(Collection entries)
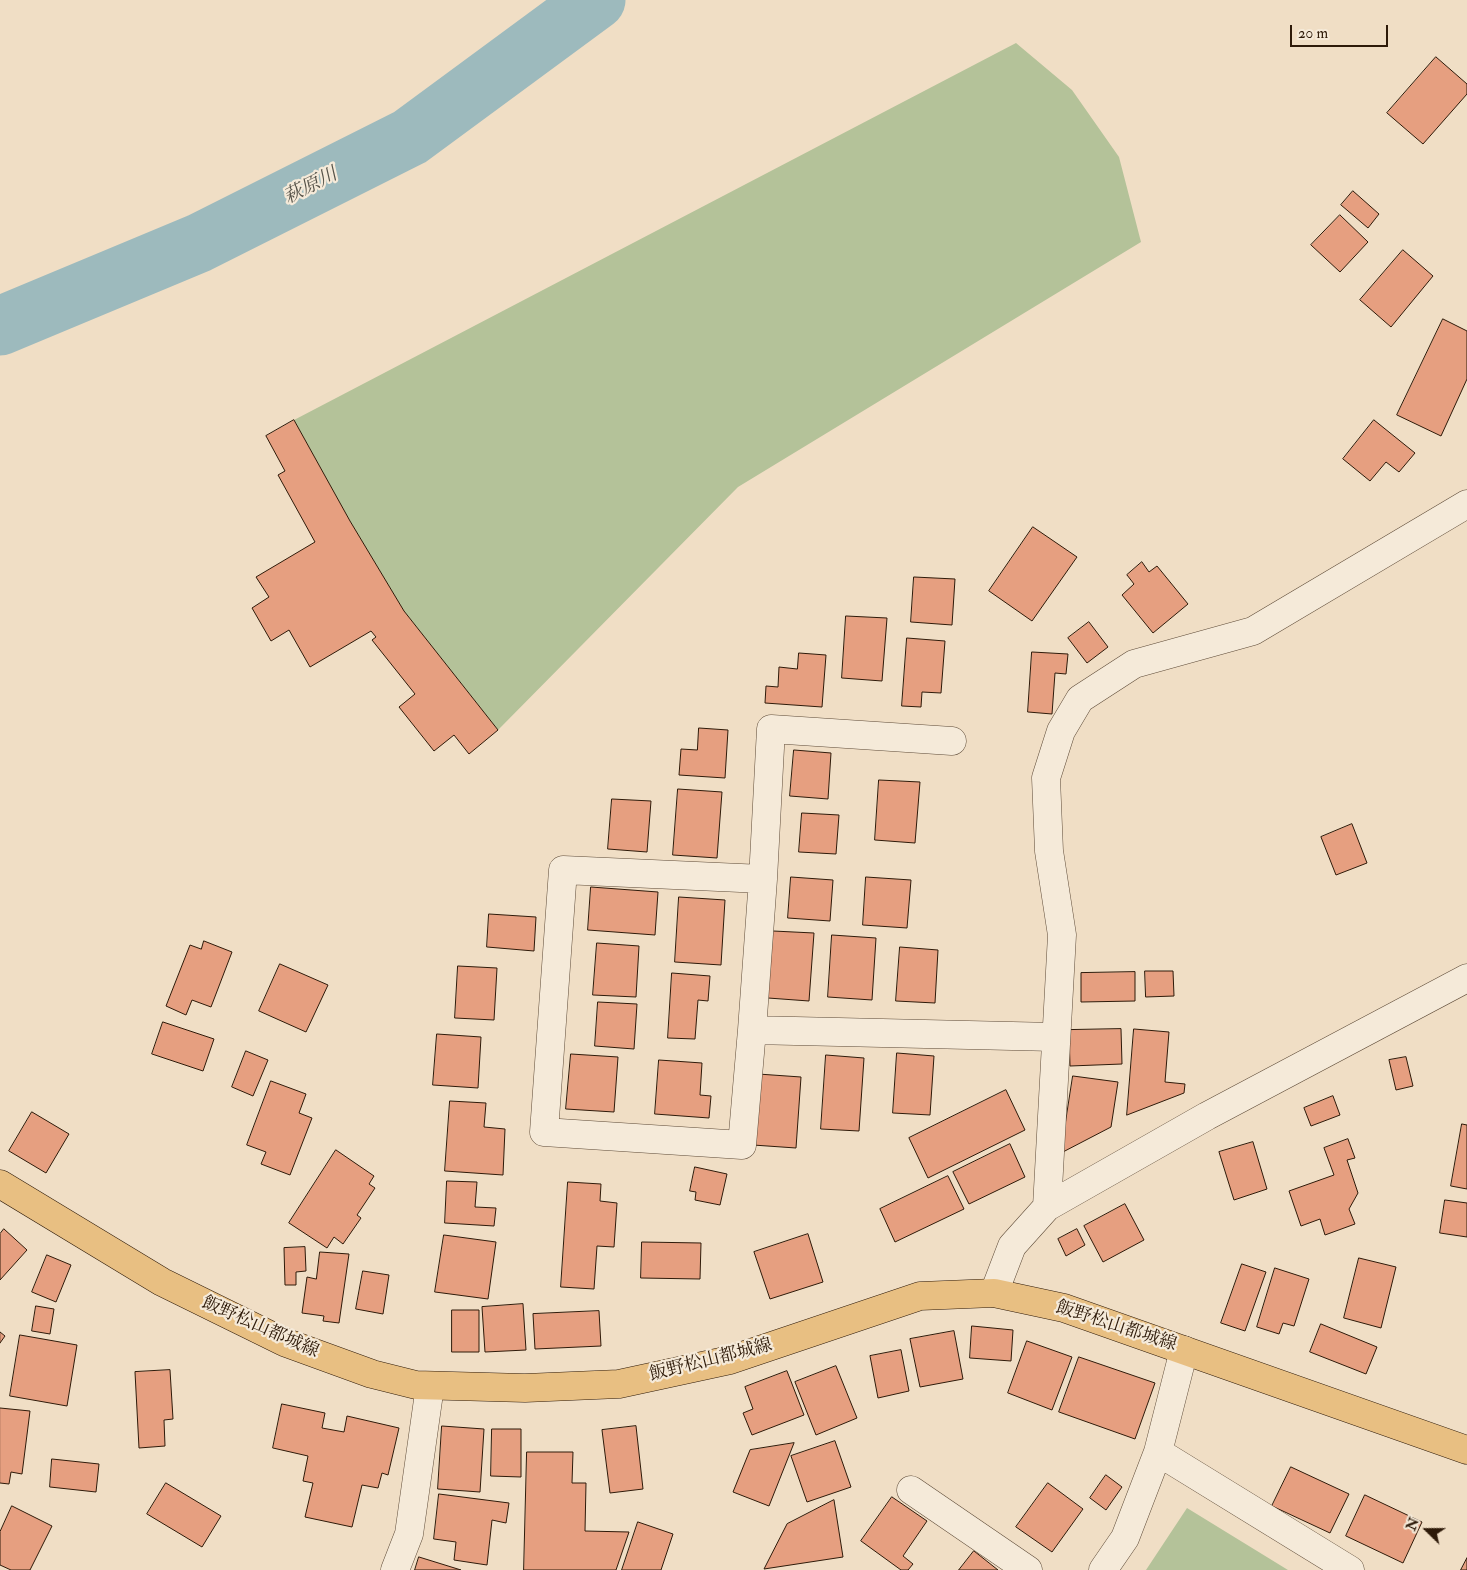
<!DOCTYPE html>
<meta charset="utf-8">
<style>
body{margin:0}
#map{position:relative;width:1467px;height:1570px;overflow:hidden;background:#f0dec5;font-family:"IM FELL Double Pica",serif}
canvas{display:block}
.north{position:absolute;left:1402px;top:1505px;width:50px;height:50px;-webkit-text-stroke:4px #f5ead9;paint-order:stroke;rotate:292deg;font-size:14px;font-weight:700;line-height:20px;text-align:center;color:#2e1a09}
.north::after{content:'';display:block;margin:auto;width:18px;height:22px;background:#2e1a09;clip-path:polygon(50% 0,100% 100%,50% 72%,0 100%)}
.scale{position:absolute;left:1290px;top:25px;width:98px;height:22px;box-sizing:border-box;border:2px solid #2e1a09;border-top:0;padding-left:6px;font-size:15px;line-height:18px;white-space:nowrap;color:#2e1a09;-webkit-text-stroke:4px #f5ead9;paint-order:stroke}
</style>
<div id="map">
<canvas width="1467" height="1570"></canvas>
<div class="north">N</div>
<div class="scale">20 m</div>
</div>
<script>
const context = document.querySelector('canvas').getContext('2d');
context.lineJoin = 'round';
function fill(path, color) {
  context.fillStyle = color;
  context.fill(path, 'evenodd');
}
function strokePath(path, color, width, dash) {
  context.strokeStyle = color;
  context.lineWidth = width;
  context.lineCap = dash ? 'butt' : 'round';
  context.setLineDash(dash || []);
  context.stroke(path);
}
function write(font, color, halo, rows, align = 'center') {
  context.font = font + ' "IM FELL Double Pica","Noto Serif JP",serif';
  context.lineWidth = 4.5;
  context.setLineDash([]);
  context.textBaseline = 'middle';
  context.strokeStyle = halo;
  context.fillStyle = color;
  for (const [text, x, y, turn = 0] of rows) {
    context.save();
    context.translate(x, y);
    context.rotate((+turn || 0) * Math.PI / 180);
    context.textAlign = isNaN(turn) ? turn : align;
    if (halo) context.strokeText(text, 0, 0);
    context.fillText(text, 0, 0);
    context.restore();
  }
}
fill(new Path2D(`
 M1016,43l56,47 47,67 22,85 -403,245 -240,243 -94,-119 -54,-90 -56,-101z
 M1187,1508l101,62h-142z`), '#b4c299');
strokePath(new Path2D(`
 M0,326l199,-83 211,-106 186,-137`), '#9dbabd', 59);
const building = new Path2D(`
 M1436,57l31,27v10l-44,50 -36,-31z
 M1353,191l26,23 -11,14 -27,-23z
 M1340,215l28,27 -28,30 -29,-27z
 M1403,250l30,26 -42,51 -31,-27z
 M1443,319l24,12v48l-26,57 -44,-21z
 M294,420l56,101 54,90 94,119 -29,24 -15,-19 -20,16 -35,-44 16,-13 -43,-54 4,-3 -5,-6 -61,36 -21,-37 -18,11 -19,-33 17,-11 -13,-20 59,-35 -37,-67 7,-4 -19,-35z
 M1374,420l41,33 -16,19 -13,-10 -16,19 -27,-22z
 M1033,527l44,30 -45,64 -43,-30z
 M1142,562l7,10 8,-6 31,38 -35,29 -31,-38 12,-11 -7,-9z
 M914,577l41,2 -3,46 -41,-3z
 M846,616l41,2 -5,63 -40,-3z
 M1089,622l19,25 -21,16 -19,-25z
 M907,638l38,3 -4,52 -19,-1 -1,15 -19,-1z
 M1032,652l36,2 -2,20 -11,-1 -3,41 -24,-2z
 M799,653l27,2 -4,52 -57,-4 1,-17 12,1 1,-20 18,2z
 M699,728l29,2 -3,48 -46,-3 2,-26 16,1z
 M794,750l37,3 -3,46 -38,-3z
 M879,780l41,2 -5,61 -40,-3z
 M678,789l44,3 -5,66 -44,-3z
 M612,799l39,2 -4,51 -39,-3z
 M802,813l37,2 -3,39 -37,-2z
 M1352,824l15,39 -31,12 -15,-38z
 M791,877l42,3 -3,41 -42,-3z
 M866,877l45,3 -4,48 -44,-3z
 M591,887l67,5 -3,43 -67,-5z
 M679,897l46,3 -4,65 -46,-3z
 M489,914l47,3 -2,34 -47,-4z
 M773,931l41,2 -5,68 -41,-3z
 M832,935l44,3 -4,62 -44,-3z
 M204,941l28,11 -21,55 -19,-7 -6,15 -20,-9 24,-61 11,4z
 M597,943l42,3 -3,51 -43,-2z
 M900,947l38,3 -3,53 -39,-2z
 M280,964l48,21 -22,47 -47,-21z
 M458,966l39,2 -3,52 -39,-2z
 M1145,971h28l1,25 -28,1z
 M1135,972v29l-54,1v-29z
 M672,973l38,3 -2,25 -10,-1 -3,39 -27,-1z
 M598,1002l39,2 -3,45 -39,-3z
 M163,1022l51,17 -11,32 -51,-17z
 M1121,1029l1,35 -52,2 -1,-36z
 M1134,1029l35,3 -4,50 20,2 -1,9 -57,22z
 M437,1034l44,3 -3,51 -45,-3z
 M246,1051l22,9 -15,36 -21,-9z
 M897,1053l37,3 -4,59 -37,-2z
 M571,1054l47,3 -4,55 -48,-3z
 M826,1055l38,3 -5,73 -38,-2z
 M1406,1057l7,29 -17,4 -7,-30z
 M659,1060l43,3 -2,32 11,1 -2,22 -54,-4z
 M758,1074l43,3 -5,71 -43,-3z
 M1073,1076l45,6 -7,45 -50,26z
 M271,1081l35,13 -7,19 13,5 -22,57 -29,-11 5,-12 -19,-7z
 M1006,1090l19,40 -97,48 -19,-40z
 M1333,1096l7,19 -29,11 -7,-18z
 M450,1101l36,2 -2,24 21,2 -2,46 -58,-4z
 M32,1112l37,22 -23,39 -37,-22z
 M1462,1124l5,1v64l-16,-3z
 M1348,1139l7,19 -8,2 11,33 -9,16 6,15 -30,11 -5,-16 -19,7 -12,-35 45,-16 -10,-27z
 M1253,1142l14,47 -33,11 -15,-48z
 M1010,1144l15,33 -56,27 -16,-32z
 M336,1150l38,26 -5,8 6,4 -18,27 4,3 -18,26 -9,-7 -7,11 -38,-25z
 M695,1167l32,7 -7,31 -25,-5 1,-8 -6,-1z
 M948,1176l16,33 -69,33 -15,-33z
 M447,1181l30,1 -2,25 21,1 -2,18 -49,-3z
 M568,1182l33,2 -1,17 17,2 -3,44 -17,-1 -3,43 -33,-2z
 M1445,1200l22,3v34l-27,-4z
 M1125,1204l19,36 -41,22 -19,-36z
 M4,1229l23,21 -27,30v-46z
 M1077,1229l8,16 -19,11 -8,-17z
 M808,1234l15,48 -53,17 -16,-47z
 M444,1235l52,7 -8,57 -53,-7z
 M642,1242l59,1 -1,36 -59,-1z
 M305,1247l1,24 -10,1v13h-11l-1,-37z
 M320,1252l29,2 -10,69 -16,-2 1,-5 -22,-3 5,-36 9,2z
 M47,1255l24,10 -15,37 -24,-10z
 M1359,1258l37,9 -15,61 -37,-10z
 M1242,1264l24,8 -21,59 -24,-8z
 M1275,1268l34,11 -15,47 -11,-3 -4,11 -22,-7z
 M363,1271l26,4 -6,39 -27,-5z
 M523,1304l3,46 -41,2 -3,-45z
 M36,1306l18,3 -4,25 -18,-3z
 M452,1310h27v42h-27z
 M599,1311l2,35 -66,3 -2,-35z
 M1321,1324l56,23 -11,27 -56,-22z
 M972,1326l41,4 -2,31 -41,-3z
 M954,1331l9,48 -43,8 -10,-48z
 M0,1332l5,4 -5,7z
 M20,1335l57,10 -10,61 -57,-10z
 M1027,1341l45,16 -20,53 -44,-17z
 M901,1350l8,41 -31,7 -8,-42z
 M1079,1357l76,26 -20,56 -76,-27z
 M836,1366l21,52 -41,17 -21,-53z
 M170,1370l3,49 -9,1 1,26 -26,2 -4,-76z
 M787,1371l17,44 -52,20 -9,-22 10,-4 -8,-22z
 M282,1404l43,9 -3,15 22,4 3,-16 52,12 -11,47 -6,-2 -4,15 -16,-3 -10,42 -47,-10 8,-34 -10,-2 5,-25 -35,-8z
 M0,1408l30,3 -8,63 -11,-2 -2,12 -9,-1z
 M442,1426l42,3 -4,63 -42,-3z
 M636,1426l7,63 -33,4 -8,-63z
 M492,1429h29v48l-30,-1z
 M835,1441l16,46 -44,15 -16,-46z
 M794,1443l-25,63 -36,-14 17,-42z
 M527,1452h46l-1,31h14l-1,48 44,1 -13,38h-92z
 M52,1459l47,5 -3,28 -46,-5z
 M1291,1467l58,27 -19,39 -58,-27z
 M1106,1475l16,12 -16,23 -16,-12z
 M166,1483l55,33 -19,31 -55,-33z
 M1048,1483l35,26 -31,43 -36,-25z
 M439,1494l70,9 -3,20 -14,-3 -5,45 -33,-5 2,-18 -22,-3z
 M1365,1495l57,27 -19,41 -57,-27z
 M892,1497l35,24 -24,35 10,8 -5,6h-7l-40,-29z
 M834,1500l9,57 -79,12 23,-45z
 M12,1506l40,20 -22,44h-19l-11,-5v-33z
 M638,1522l35,12 -12,36h-39z
 M974,1551l24,19h-39z
 M419,1557l42,13h-46z
 M1467,1558v12h-6z`);
fill(building, '#e69f80');
strokePath(building, '#2e1a09', 1);
const minor = new Path2D(`
 M763,879l8,-150 181,12
 M752,1030l11,-151 -200,-9 -19,262 198,13 10,-115 303,7
 M1047,1207l15,-272 -13,-84 -3,-73 15,-47 19,-32 54,-35 119,-33 214,-127
 M994,1293l18,-47 35,-39 160,-91 260,-138
 M1184,1350l-26,102 192,118
 M911,1490l117,80
 M395,1570l14,-36 21,-148
 M1103,1570l22,-32 33,-86`);
const major = new Path2D(`
 M0,1184l162,98 122,60 88,32 44,11 109,3 94,-4 111,-24 190,-64 74,-3 70,15 403,142`);
strokePath(minor, '#5e4b38', 29);
strokePath(major, '#2e1a09', 29);
strokePath(minor, '#f5ead9', 28);
strokePath(major, '#e8bf82', 28);
write('18px', '#2e1a09', '#f5ead9', [
 ["飯野松山都城線",1116,1327,18],
 ["飯野松山都城線",260,1328,24],
 ["飯野松山都城線",711,1361,-14]
]);
write('italic 19px', '#555248', '#f5ead9', [
 ["萩原川",311,187,-27]
]);
</script>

### [Task item]
Begin at the line that has "M1016,43l56,47 47,67 22,85" in the entries above; stop after the line that has "M699,728l29,2 -3,48 -46,-3 2,-26 16,1z". Transcribe exactly those lines and no others.

### [Response to this exercise]
 M1016,43l56,47 47,67 22,85 -403,245 -240,243 -94,-119 -54,-90 -56,-101z
 M1187,1508l101,62h-142z`), '#b4c299');
strokePath(new Path2D(`
 M0,326l199,-83 211,-106 186,-137`), '#9dbabd', 59);
const building = new Path2D(`
 M1436,57l31,27v10l-44,50 -36,-31z
 M1353,191l26,23 -11,14 -27,-23z
 M1340,215l28,27 -28,30 -29,-27z
 M1403,250l30,26 -42,51 -31,-27z
 M1443,319l24,12v48l-26,57 -44,-21z
 M294,420l56,101 54,90 94,119 -29,24 -15,-19 -20,16 -35,-44 16,-13 -43,-54 4,-3 -5,-6 -61,36 -21,-37 -18,11 -19,-33 17,-11 -13,-20 59,-35 -37,-67 7,-4 -19,-35z
 M1374,420l41,33 -16,19 -13,-10 -16,19 -27,-22z
 M1033,527l44,30 -45,64 -43,-30z
 M1142,562l7,10 8,-6 31,38 -35,29 -31,-38 12,-11 -7,-9z
 M914,577l41,2 -3,46 -41,-3z
 M846,616l41,2 -5,63 -40,-3z
 M1089,622l19,25 -21,16 -19,-25z
 M907,638l38,3 -4,52 -19,-1 -1,15 -19,-1z
 M1032,652l36,2 -2,20 -11,-1 -3,41 -24,-2z
 M799,653l27,2 -4,52 -57,-4 1,-17 12,1 1,-20 18,2z
 M699,728l29,2 -3,48 -46,-3 2,-26 16,1z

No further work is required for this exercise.